### EXERCISE DESCRIPTION
The count of lines below that include the string "linecap" is the whole answer; write it alone.

Stored data:
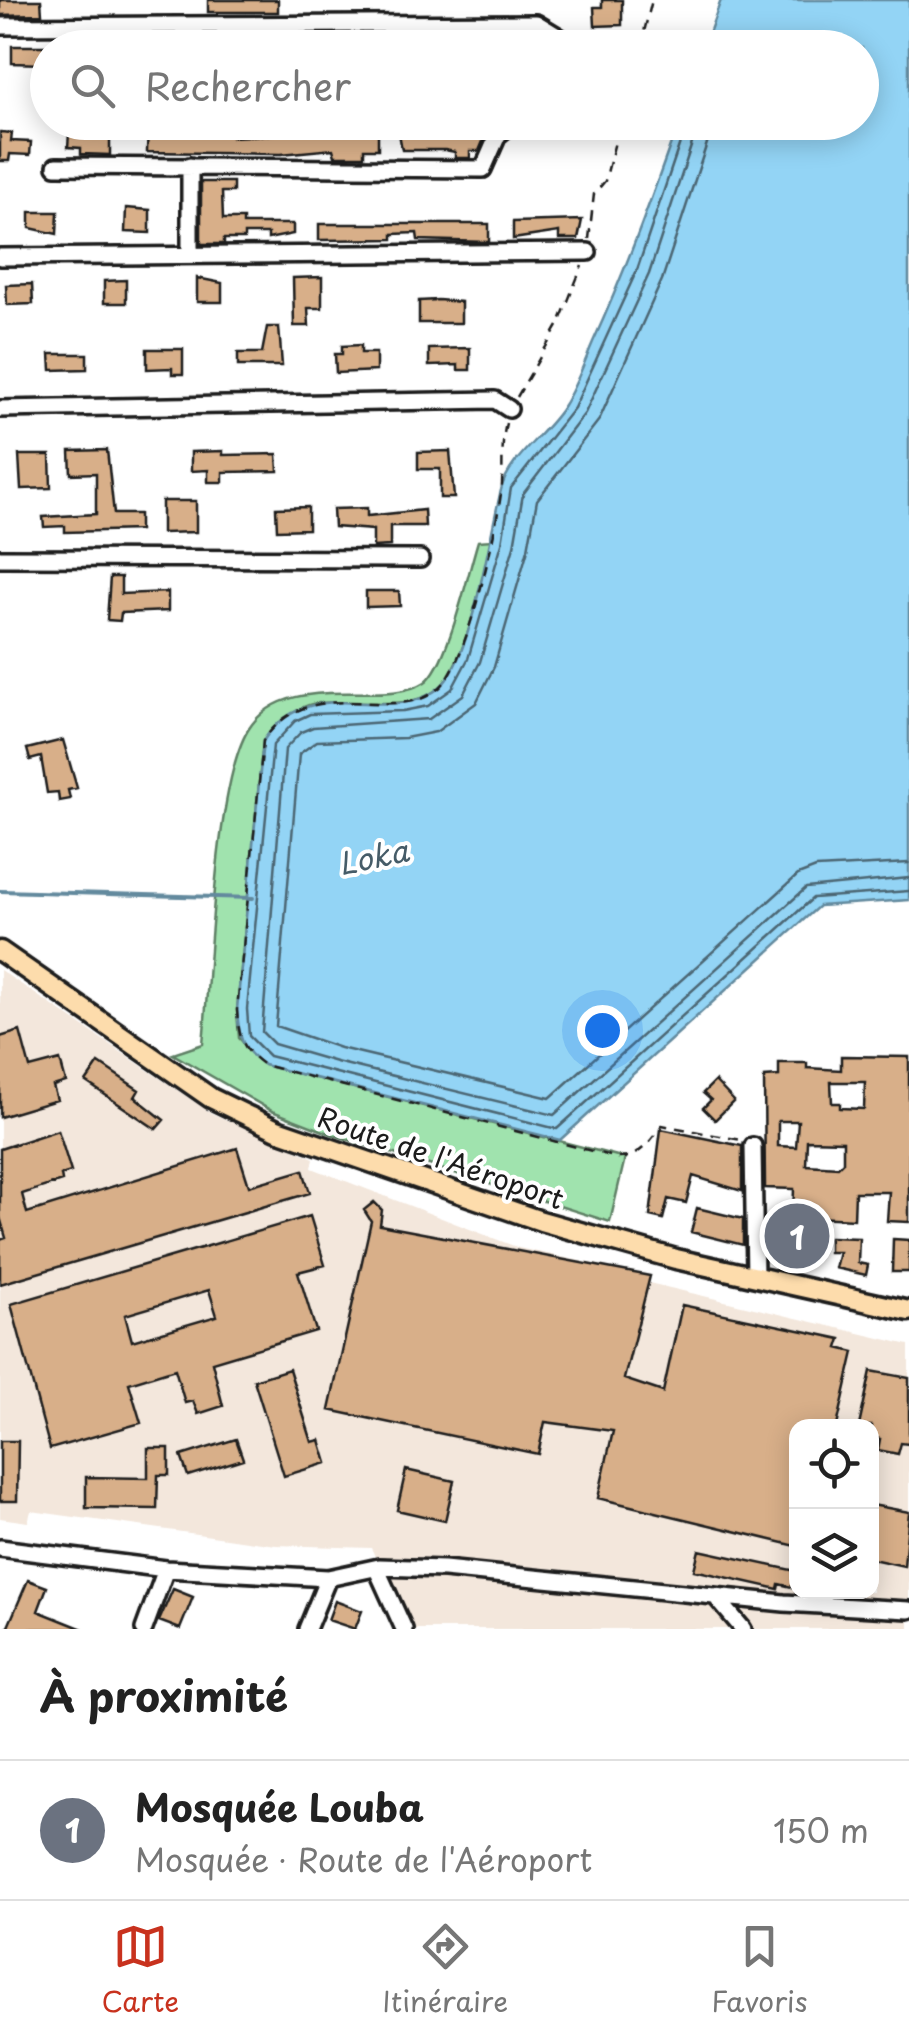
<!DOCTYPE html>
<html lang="fr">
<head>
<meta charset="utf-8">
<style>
	:root { --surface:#fff; --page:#f6f6f6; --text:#222; --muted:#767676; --line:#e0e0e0; --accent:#c8321e }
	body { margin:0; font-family:"Playpen Sans",sans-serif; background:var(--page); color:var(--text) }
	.controls { position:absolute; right:30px; bottom:30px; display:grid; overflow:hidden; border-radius:20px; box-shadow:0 5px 25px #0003 }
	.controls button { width:90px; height:90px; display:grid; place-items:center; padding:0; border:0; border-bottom:2px solid var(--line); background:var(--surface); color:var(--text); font:50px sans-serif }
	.you { position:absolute; left:602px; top:1030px; width:35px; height:35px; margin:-25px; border:8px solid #fff; border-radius:50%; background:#1a73e8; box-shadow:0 0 0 15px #1a73e833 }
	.badge { display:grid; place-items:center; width:65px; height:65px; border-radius:50%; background:var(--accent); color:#fff; font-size:32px; font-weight:700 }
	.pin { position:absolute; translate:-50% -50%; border:5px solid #fff; box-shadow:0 2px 10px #0006 }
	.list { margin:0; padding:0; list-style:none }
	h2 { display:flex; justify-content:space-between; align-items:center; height:130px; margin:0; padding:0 40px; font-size:42px }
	h2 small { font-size:32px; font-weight:400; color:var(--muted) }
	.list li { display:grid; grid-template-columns:65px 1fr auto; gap:30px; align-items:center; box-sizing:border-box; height:140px; padding:0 40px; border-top:2px solid var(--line) }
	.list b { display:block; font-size:38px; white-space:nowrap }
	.list p { margin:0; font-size:32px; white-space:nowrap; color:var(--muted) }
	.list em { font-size:32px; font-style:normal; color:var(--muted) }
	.icon { flex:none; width:55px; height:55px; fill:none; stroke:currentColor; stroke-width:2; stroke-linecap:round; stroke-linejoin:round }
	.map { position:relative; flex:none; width:909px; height:1629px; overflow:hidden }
	.search { position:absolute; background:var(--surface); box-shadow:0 5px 25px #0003; left:30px; right:30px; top:30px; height:110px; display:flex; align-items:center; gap:25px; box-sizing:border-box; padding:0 35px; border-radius:55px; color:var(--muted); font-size:38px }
	.sheet { height:270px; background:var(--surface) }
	nav { display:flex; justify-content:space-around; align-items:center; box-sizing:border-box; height:140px; border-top:2px solid var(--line); background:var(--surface); font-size:28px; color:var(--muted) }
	nav a { display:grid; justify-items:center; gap:5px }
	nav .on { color:var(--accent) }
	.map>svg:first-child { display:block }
	.built { fill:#f3e7dc; fill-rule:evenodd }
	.green { fill:#a0e3ae; stroke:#5e8065; stroke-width:2.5 }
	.water { fill:#93d4f5; stroke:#638a9e; stroke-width:2.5 }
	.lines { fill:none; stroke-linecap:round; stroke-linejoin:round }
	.shore { stroke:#4c6673; stroke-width:2.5 }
	.stream { stroke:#638a9e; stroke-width:4 }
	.building { fill:#d8af89; stroke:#1c1c1c; stroke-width:2.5; fill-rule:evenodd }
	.minor-casing { stroke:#1c1c1c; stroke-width:22 }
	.major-casing { stroke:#1c1c1c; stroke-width:25 }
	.path { stroke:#1c1c1c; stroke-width:2.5; stroke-dasharray:10 8; stroke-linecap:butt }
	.minor { stroke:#fff; stroke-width:15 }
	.major { stroke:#fddcac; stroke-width:18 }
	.labels { text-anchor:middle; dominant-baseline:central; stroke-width:8; stroke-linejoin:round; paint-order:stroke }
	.street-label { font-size:28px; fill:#1c1c1c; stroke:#fff }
	.water-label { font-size:30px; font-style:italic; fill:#465c68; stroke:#fff }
</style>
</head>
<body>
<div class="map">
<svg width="909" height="1629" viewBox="0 0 909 1629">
	<rect width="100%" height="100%" fill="#fff"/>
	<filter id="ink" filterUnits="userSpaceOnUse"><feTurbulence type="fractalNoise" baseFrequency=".01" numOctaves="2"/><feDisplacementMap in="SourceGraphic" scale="20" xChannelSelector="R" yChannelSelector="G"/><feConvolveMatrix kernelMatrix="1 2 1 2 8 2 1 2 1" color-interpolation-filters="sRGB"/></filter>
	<g filter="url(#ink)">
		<!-- built -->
		<path class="built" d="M0 970 211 1113 314 1158 312 1168 519 1248 650 1276 649 1283 909 1345V1629H410L371 1548 276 1545 31 1511 28 1522 0 1518ZM796 1426H872V1592H796Z"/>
		<!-- green -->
		<path class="green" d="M492 540C479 585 472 641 446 680 420 718 350 696 312 704 296 707 276 731 263 741L237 1010 239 1038 264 1065 625 1158 610 1222 334 1135 272 1111 173 1054 203 1044C210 973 215 784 248 730 287 667 383 710 425 682 448 666 469 569 478 541Z"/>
		<!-- water -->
		<path class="water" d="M721 0H909V900L819 906 560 1140 264 1065C241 1049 239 1037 237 1010L263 741C313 666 394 732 442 685 472 656 490 533 501 490 508 459 548 432 564 405 576 386 584 363 593 342 626 270 652 197 678 123L862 122V48L704 47Z"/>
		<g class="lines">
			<!-- shore -->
			<path class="shore" d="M687 122 637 270 574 408 511 488 502 543 468 659 452 689 428 706 403 711 310 714 295 721 273 745 247 1009 249 1036 269 1056 557 1129 813 898 909 891
				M699 122 649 274 585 413 523 494 514 546 480 662 463 695 429 719 313 727 301 732 285 749 262 1032 274 1044 336 1062 554 1115 806 888 909 878
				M714 122 662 280 599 420 537 500 528 549 494 667 476 703 436 732 405 738 317 741 299 754 276 1026 340 1048 550 1098 798 875 816 868 909 863"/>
			<!-- stream -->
			<path class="stream" d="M0 891 253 898"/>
		</g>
		<!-- building -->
		<path class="building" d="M0 0H41L42 14 0 15Z
			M208 0H278V12H208Z
			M602 0H622V25L595 26 594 7H602Z
			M12 46H44L43 64 12 63Z
			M148 122H188L187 131 232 132V137L378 129V149H364V156H335L333 149 281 154 147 152Z
			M397 122 484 124V139L479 151H470V158H455V152L445 150H402Z
			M0 132 12 133 11 141 31 142 30 155 10 154 9 161H0Z
			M69 133 110 134V155L81 154V148L68 147Z
			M201 182H233V192H222L223 219H243V224H293V234L268 239V234H244V239H224V244H201Z
			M126 208 150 210V233L125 232Z
			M30 212H58L57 234 30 228Z
			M582 220 578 239H559V232L513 239V222Z
			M319 224H489V242L418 240 417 233 393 234V239L319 240Z
			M322 277V308H308L309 326H294L293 278Z
			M197 278 222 283V302H197Z
			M126 280V303H104V281Z
			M32 284 33 304 7 305 6 285Z
			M438 300 461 302V323H419V301Z
			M267 327H279L282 366H238V353H262Z
			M361 345V353H376V371L336 373 335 354H342V346Z
			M470 348V370H458V365L429 366V349Z
			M147 349H183V374H172V368L147 369Z
			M50 354H87V369L51 370Z
			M107 450 114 514H139V530L65 532V526L44 527 43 517 96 514V473L71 474 70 451Z
			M223 451V455L277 454 278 471 223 472V482H208V470L191 471V452Z
			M450 451 454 498H440V469H418V452Z
			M19 455H50L51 488 21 489Z
			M162 501H196V532L162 533Z
			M308 507V529L277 530 276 508Z
			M367 508V516L424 510 425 526H390V546L373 547V530L334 527 333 509Z
			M110 577H121V594L168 592V611L121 613 120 621 107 620Z
			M366 591H399L400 606 366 607Z
			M63 740 77 788 68 790 70 799 59 801 58 792 47 793 41 757 30 760 27 749Z
			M20 1031 30 1068 60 1060 66 1082 53 1086 57 1100 0 1117V1037Z
			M841 1056 909 1057V1222L887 1221 889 1192H855L854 1219 793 1216 794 1189 765 1188 764 1077 779 1076V1063H807V1068L841 1070ZM831 1082H865L864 1109 840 1108V1103H832ZM778 1121H798L796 1147 778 1146ZM807 1140 843 1141V1162L838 1167 806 1165Z
			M99 1063 139 1090 135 1097 164 1120 156 1129 86 1082Z
			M715 1081 734 1101 715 1120 703 1108 711 1100 703 1093Z
			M661 1129 742 1146V1191L693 1176 686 1203 668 1199 663 1219 650 1216Z
			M58 1130 71 1172 61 1175 62 1181 22 1194 27 1213 237 1148 249 1186 303 1170 310 1193 0 1284V1240L6 1238 0 1217V1149Z
			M374 1202 382 1210 380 1225 650 1276 624 1379 663 1392 682 1305 841 1339 838 1348 854 1352 837 1426H796V1546L598 1498 613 1431 545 1422 538 1454 329 1410 371 1221 364 1210Z
			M697 1208 743 1219V1245L691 1232Z
			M310 1216 325 1265 298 1272 316 1331 212 1362 223 1406 198 1414 193 1401 185 1403 175 1369 129 1383 141 1423 50 1449 11 1304ZM209 1290 217 1316 132 1341 125 1315Z
			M829 1237 859 1238 858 1263 868 1265 866 1275 835 1268 839 1252H829Z
			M893 1239 909 1240V1272H892Z
			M289 1369 312 1442 320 1440 327 1463 284 1476 254 1380Z
			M871 1371 909 1378V1444L901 1443 898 1454 878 1450 880 1439 872 1437V1426H859Z
			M236 1439 243 1459 188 1476 181 1456Z
			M0 1441H18L17 1501H0Z
			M148 1448H169V1475H158L157 1509 86 1508V1477L148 1478Z
			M406 1470 454 1481 445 1521 397 1510Z
			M872 1505 909 1512 904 1566 872 1559Z
			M699 1550 796 1571V1588L779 1584 778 1589 694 1570Z
			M28 1580 47 1587 38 1611 83 1629H7Z
			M173 1589 193 1597 180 1629 159 1621Z
			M335 1601 362 1611 355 1629 328 1620Z"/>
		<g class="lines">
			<defs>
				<path id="minor" d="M0 26 536 23 559 37 557 48
					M56 166 483 169 498 135 514 122
					M190 166V255
					M0 257 588 252
					M0 409 495 400 509 409
					M0 558 420 559
					M753 1146 755 1276
					M0 1548 166 1569 328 1578 379 1567 444 1569 784 1603 909 1610
					M379 1574 404 1629
					M715 1596 743 1629
					M144 1629 166 1569
					M307 1629 328 1578"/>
				<path id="major" d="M0 951 211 1098 277 1130 541 1221 676 1259 909 1311"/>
			</defs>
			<!-- minor casing -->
			<use href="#minor" class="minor-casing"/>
			<!-- major casing -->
			<use href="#major" class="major-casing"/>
			<!-- path -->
			<path class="path" d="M640 48 652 0
				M589 239 594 194 605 181 620 122
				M517 397 558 326 582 266
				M506 423C501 444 503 462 502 484 499 523 468 655 444 683 403 732 313 666 263 741L237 1010C239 1037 241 1049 264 1065L618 1158C638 1159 651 1141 662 1125L741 1140"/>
			<!-- minor -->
			<use href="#minor" class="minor"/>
			<!-- major -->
			<use href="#major" class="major"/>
		</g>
	</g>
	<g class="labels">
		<!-- street labels -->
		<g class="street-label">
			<text transform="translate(441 1157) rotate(19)">Route de l'Aéroport</text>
		</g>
		<!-- water labels -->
		<g class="water-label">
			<text transform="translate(373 856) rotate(-12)">Loka</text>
		</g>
	</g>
</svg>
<div class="controls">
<button><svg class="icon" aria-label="locate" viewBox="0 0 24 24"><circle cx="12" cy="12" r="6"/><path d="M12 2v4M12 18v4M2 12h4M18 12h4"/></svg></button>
<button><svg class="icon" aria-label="layers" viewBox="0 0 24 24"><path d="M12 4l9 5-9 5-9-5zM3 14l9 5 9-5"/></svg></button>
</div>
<div class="you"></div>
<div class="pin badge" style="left:797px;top:1236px;background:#6b7280">1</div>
<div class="search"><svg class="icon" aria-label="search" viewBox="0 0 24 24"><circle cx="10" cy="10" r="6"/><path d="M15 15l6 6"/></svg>Rechercher</div>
</div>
<section class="sheet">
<h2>À proximité<small></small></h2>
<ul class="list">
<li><span class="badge" style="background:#6b7280">1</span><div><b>Mosquée Louba</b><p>Mosquée · Route de l'Aéroport</p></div><em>150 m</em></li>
</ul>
</section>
<nav>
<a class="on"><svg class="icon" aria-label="map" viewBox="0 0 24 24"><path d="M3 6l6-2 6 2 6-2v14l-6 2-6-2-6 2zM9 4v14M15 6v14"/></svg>Carte</a>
<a><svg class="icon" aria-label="directions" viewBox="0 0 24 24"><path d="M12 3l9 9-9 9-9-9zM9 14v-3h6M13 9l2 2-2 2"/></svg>Itinéraire</a>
<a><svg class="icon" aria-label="saved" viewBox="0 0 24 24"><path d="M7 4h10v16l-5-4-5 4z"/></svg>Favoris</a>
</nav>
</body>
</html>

### SOLUTION FOR THIS EXERCISE
3